Onion-Chili: Combine ½ envelope (about 1-1/2 ounces) dry onion soup mix and ¾ cup boiling water in saucepan. Cover partially and cook 10 minutes. Adding gradually, mix in 1-1/2 tbsp flour mixed with 1/4 cup water. Bring to boiling, stirring constantly; cook until thickened.
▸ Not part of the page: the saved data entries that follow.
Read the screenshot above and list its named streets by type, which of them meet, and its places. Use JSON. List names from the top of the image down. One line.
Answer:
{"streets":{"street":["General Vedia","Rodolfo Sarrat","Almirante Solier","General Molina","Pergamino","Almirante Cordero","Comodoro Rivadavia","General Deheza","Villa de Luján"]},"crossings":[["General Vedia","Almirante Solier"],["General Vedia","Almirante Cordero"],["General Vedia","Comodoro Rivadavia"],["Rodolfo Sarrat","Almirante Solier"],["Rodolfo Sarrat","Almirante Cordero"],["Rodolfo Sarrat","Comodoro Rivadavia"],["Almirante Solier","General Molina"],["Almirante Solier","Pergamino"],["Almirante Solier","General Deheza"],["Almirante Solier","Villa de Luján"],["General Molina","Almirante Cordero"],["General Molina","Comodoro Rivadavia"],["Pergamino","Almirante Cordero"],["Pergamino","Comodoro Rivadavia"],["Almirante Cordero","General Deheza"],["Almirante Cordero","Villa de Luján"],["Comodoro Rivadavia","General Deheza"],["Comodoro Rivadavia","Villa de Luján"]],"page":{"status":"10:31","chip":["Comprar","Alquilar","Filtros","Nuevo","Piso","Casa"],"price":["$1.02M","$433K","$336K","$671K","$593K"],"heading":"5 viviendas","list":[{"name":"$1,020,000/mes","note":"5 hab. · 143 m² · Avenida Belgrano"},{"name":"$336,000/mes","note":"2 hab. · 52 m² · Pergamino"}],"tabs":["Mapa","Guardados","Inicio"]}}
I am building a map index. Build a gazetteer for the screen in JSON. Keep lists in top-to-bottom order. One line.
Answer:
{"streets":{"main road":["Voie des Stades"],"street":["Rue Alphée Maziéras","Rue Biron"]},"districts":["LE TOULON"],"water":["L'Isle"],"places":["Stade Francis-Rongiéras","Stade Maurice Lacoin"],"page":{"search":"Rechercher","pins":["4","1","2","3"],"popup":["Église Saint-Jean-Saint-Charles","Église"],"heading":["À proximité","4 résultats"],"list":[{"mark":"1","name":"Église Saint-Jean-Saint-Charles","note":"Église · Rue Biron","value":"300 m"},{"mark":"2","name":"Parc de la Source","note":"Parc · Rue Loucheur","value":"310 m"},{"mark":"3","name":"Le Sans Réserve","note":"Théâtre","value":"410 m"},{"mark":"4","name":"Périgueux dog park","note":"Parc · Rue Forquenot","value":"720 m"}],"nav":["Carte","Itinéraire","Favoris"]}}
Remove from heat; mix in 2 tbsp chili sauce.

Onion-Horseradish: Blend ½ envelope (about 1-1/2 oz) dry onion soup mix, 1 tbsp milk, 2 tsp prepared horseradish, and desired amount of snipped parsley into 1 cup sour cream.

Horseradish: Blend 3 tbsp prepared horseradish, 1 tsp grated onion, and ½ tsp lemon juice with 1 cup mayonnaise.

Curry: Blend 1 tbsp curry powder, 1 tsp grated onion, and ½ tsp lemon juice with 1 cup mayonnaise.

Mustard: Blend 1 tbsp half-and-half cream with 1 cup mayonnaise and stir in prepared mustard to taste.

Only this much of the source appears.